Tuesday, August 05, 2008

Tales of Himmler's Aunt

A chance reference to R.C. Robertson-Glasgow in a cricketing book I was reading led me back to my bookshelves to enjoy again that author's collection of cod autobiographies "I Was Himmler's Aunt" (Herbert Jenkins, 1940, with dust jacket).

A quick scout through some of these burlesques -- Sir Seemly Mallow's ambitions to influence politics whilst coping with the Rabelaisian doings of his uncle Lamming; an Irish gentleman's tales of the old school (and the threat of his forthcoming book: 'Seventy-five Years a Lifeguardsman'); Squinto Evans' intimate revelations of life, love and song in a Welsh mining village; and, of course, the lady of the title (appearing, appropriately, halfway through the book) -- convinces me of one thing:

A considerable amount of the blogosphere, including, one suspects, this blog, is written by the ghost of R.C. Robertson-Glasgow as if by automatic writing or by the influence of Tiptoes Through Tulips, the well-known Indian spirit guide.

I offer as evidence the final two paragraphs of the title piece:


"The woman-commandant comes into my cell soon after the exercising.
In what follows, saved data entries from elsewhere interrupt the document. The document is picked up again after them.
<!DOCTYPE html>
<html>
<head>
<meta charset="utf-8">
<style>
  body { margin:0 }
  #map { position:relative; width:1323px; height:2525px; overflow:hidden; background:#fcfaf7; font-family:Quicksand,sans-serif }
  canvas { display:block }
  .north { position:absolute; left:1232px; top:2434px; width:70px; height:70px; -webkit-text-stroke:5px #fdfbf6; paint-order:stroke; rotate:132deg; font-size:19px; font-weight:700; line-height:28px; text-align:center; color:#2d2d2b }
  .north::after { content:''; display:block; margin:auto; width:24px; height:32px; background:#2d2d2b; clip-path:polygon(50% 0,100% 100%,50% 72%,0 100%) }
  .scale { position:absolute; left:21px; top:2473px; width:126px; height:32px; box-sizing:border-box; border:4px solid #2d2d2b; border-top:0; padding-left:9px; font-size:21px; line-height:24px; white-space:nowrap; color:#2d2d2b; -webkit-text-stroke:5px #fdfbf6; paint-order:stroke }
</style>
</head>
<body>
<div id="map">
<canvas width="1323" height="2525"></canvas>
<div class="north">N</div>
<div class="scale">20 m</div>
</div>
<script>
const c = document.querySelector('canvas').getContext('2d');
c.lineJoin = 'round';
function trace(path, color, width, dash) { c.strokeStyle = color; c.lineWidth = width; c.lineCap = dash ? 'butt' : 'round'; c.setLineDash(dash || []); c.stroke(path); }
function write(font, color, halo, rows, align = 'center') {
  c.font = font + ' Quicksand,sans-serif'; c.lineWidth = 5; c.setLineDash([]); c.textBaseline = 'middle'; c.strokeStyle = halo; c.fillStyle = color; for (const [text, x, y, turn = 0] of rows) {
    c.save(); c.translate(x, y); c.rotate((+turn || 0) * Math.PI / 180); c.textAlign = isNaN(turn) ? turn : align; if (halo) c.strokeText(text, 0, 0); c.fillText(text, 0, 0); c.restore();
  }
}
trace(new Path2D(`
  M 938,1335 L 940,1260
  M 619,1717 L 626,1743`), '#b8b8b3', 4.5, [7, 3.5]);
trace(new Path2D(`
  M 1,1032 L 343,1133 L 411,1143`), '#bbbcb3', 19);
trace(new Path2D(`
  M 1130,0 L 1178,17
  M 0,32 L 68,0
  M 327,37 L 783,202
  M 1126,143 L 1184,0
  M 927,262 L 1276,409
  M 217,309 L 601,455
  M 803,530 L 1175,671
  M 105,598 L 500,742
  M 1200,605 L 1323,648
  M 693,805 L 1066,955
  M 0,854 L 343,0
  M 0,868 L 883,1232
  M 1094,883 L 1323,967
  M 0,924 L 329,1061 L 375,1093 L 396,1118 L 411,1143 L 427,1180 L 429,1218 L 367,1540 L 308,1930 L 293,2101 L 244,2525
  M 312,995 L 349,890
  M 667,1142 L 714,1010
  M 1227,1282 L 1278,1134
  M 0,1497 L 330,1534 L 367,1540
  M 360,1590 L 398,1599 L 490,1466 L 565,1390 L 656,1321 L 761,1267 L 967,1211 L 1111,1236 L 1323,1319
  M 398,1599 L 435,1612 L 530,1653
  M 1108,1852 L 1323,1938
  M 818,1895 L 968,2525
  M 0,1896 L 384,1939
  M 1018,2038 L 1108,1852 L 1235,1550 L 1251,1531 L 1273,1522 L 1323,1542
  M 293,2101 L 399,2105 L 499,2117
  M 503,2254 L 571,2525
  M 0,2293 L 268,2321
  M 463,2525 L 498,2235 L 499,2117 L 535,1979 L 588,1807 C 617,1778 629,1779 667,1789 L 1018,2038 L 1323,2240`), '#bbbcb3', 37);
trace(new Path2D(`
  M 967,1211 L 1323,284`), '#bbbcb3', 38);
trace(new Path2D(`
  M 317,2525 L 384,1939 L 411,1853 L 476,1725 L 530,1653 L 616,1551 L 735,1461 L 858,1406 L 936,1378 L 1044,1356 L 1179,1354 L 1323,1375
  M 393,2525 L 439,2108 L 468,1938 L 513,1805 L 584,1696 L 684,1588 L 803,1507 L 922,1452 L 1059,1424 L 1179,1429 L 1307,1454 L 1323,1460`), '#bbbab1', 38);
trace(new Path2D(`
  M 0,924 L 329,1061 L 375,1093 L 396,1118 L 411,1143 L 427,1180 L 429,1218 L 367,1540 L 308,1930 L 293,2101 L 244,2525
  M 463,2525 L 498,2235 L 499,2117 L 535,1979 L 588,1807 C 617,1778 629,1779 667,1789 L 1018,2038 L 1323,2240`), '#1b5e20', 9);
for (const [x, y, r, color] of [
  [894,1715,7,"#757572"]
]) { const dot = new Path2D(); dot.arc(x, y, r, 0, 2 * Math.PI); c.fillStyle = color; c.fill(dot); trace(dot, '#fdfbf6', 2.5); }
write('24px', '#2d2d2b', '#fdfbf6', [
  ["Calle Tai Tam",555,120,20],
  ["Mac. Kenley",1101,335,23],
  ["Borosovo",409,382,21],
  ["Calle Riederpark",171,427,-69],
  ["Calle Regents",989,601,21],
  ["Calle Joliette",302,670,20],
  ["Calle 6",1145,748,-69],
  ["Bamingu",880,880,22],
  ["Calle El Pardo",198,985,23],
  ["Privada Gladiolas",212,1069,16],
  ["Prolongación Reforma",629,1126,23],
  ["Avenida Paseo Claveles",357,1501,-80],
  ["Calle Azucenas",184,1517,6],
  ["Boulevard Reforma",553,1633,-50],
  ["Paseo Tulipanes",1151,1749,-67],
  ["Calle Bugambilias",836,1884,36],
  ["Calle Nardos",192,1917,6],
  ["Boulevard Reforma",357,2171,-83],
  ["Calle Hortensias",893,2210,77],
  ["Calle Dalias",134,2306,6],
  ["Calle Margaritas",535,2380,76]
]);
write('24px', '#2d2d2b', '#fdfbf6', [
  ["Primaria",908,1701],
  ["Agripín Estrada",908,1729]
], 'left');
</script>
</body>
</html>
I am to be released. It is a mistake that has been made. I am the wrong woman. But I am to go. I tell the woman-commandant that I am Himmler's Aunt. 'You were,' she replies, 'but you are no longer. You are to leave.'

**** ****


"But I am Himmler's Aunt. Someone has to be."


3 comments:

Unknown said...

henry Root wrote the other half of the interweb

Kevin Musgrove said...

By golly, I think you're right.

No Good Boyo said...

We ought to be proud to walk in her slingback-steps.